Injections—voluntary or involuntary. Most tranquilizing medications are available as IM injections as well as pills—and shots work twice as fast. Kids that have been in and out of the mental health system may know that shots work more quickly, and if they are motivated to calm down they may accept an injection voluntarily.
Physical restraints and involuntary medication. Once you are in a physical restraint situation, your goal is to calm your patient as quickly as possible so that you can remove the restraints, and you can accomplish this with IM medications. The typical adult cocktail of Haldol, Ativan, and Cogentin given together is often used with older teens (16 and up) and is an effective rapid sedative. With younger kids, you’ll want to be more conservative, using lower doses of meds such as Thorazine, Haldol, Ativan, or Benadryl.

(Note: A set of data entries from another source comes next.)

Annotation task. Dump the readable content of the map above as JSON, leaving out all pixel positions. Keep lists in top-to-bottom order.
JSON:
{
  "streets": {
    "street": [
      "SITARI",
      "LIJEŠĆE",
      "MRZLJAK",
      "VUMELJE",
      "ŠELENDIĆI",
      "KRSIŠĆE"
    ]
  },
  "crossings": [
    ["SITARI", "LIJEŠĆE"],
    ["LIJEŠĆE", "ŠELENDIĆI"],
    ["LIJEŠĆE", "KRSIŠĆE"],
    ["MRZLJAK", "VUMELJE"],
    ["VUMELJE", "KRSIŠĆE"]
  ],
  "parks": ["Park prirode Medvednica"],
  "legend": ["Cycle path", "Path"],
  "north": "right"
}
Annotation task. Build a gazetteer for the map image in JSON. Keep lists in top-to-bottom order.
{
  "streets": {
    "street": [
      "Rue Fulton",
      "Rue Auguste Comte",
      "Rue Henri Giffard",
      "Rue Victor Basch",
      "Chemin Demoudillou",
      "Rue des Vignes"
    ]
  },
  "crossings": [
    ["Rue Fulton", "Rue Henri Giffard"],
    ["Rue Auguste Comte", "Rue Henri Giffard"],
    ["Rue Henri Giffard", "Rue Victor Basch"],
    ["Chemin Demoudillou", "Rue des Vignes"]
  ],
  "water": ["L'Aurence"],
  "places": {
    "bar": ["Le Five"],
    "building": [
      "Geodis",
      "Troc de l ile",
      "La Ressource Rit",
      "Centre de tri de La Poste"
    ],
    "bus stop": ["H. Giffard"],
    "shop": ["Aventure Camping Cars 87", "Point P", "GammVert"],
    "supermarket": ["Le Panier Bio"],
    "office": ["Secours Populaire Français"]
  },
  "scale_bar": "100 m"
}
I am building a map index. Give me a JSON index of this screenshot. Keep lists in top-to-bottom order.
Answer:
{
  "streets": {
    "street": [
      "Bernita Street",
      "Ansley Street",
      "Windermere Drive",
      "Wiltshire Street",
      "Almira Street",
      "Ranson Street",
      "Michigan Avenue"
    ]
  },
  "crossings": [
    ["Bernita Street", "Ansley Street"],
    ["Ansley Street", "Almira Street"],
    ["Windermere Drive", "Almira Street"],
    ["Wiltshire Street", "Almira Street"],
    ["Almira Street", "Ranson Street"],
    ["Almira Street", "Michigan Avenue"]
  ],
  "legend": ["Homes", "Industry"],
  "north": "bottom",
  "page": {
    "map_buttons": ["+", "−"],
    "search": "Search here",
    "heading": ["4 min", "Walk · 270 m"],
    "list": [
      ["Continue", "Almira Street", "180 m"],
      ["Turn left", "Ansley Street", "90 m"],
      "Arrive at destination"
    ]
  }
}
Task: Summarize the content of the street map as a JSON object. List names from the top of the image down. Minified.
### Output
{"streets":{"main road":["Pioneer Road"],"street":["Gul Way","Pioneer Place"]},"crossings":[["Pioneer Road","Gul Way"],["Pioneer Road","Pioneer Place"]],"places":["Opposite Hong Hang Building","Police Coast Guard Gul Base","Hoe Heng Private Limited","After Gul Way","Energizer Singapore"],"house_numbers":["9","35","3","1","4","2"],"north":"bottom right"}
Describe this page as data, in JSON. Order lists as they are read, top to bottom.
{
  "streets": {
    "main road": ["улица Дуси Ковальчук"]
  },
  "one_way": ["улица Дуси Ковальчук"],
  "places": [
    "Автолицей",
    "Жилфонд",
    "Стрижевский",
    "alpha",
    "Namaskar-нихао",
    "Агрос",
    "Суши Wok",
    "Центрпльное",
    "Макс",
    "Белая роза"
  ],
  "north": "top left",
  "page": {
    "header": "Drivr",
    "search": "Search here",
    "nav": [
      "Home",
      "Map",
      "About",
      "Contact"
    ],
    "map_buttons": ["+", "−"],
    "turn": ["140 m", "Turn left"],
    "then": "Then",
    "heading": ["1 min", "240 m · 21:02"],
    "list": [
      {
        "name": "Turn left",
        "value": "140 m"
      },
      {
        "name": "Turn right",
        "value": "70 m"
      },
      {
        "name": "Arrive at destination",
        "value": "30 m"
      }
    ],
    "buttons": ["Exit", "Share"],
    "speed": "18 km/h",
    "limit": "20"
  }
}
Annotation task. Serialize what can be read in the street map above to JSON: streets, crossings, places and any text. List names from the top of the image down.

Table 2: Medications Used to Sedate Children and Adolescents
For suicidal children and adolescents, once the acute presentation has been managed, avoid medications that could be lethal in overdose (tricyclic antidepressants, benzodiazepines, narcotics). If these medications are necessary, provide only a few days’ supply and have a responsible caregiver lock up the supply and directly provide single doses to the child.
The most common side effects of emergency psychiatric medications are respiratory depression and extrapyramidal reactions (EPS). With benzodiazepines in particular, vitals should be monitored, dosing should be limited to recommended ranges, and there should be consideration of other issues that may also affect respiratory or central nervous system (CNS) depression (illicit drugs, alcohol, opiates, apnea). EPS can be managed with Benadryl or Cogentin or by using the antipsychotics less likely to produce EPS.
Dr. Carlat’s Verdict: Avoid meds for agitation if you can—and if you must, try voluntary meds by mouth first. Physical restraints are a last resort.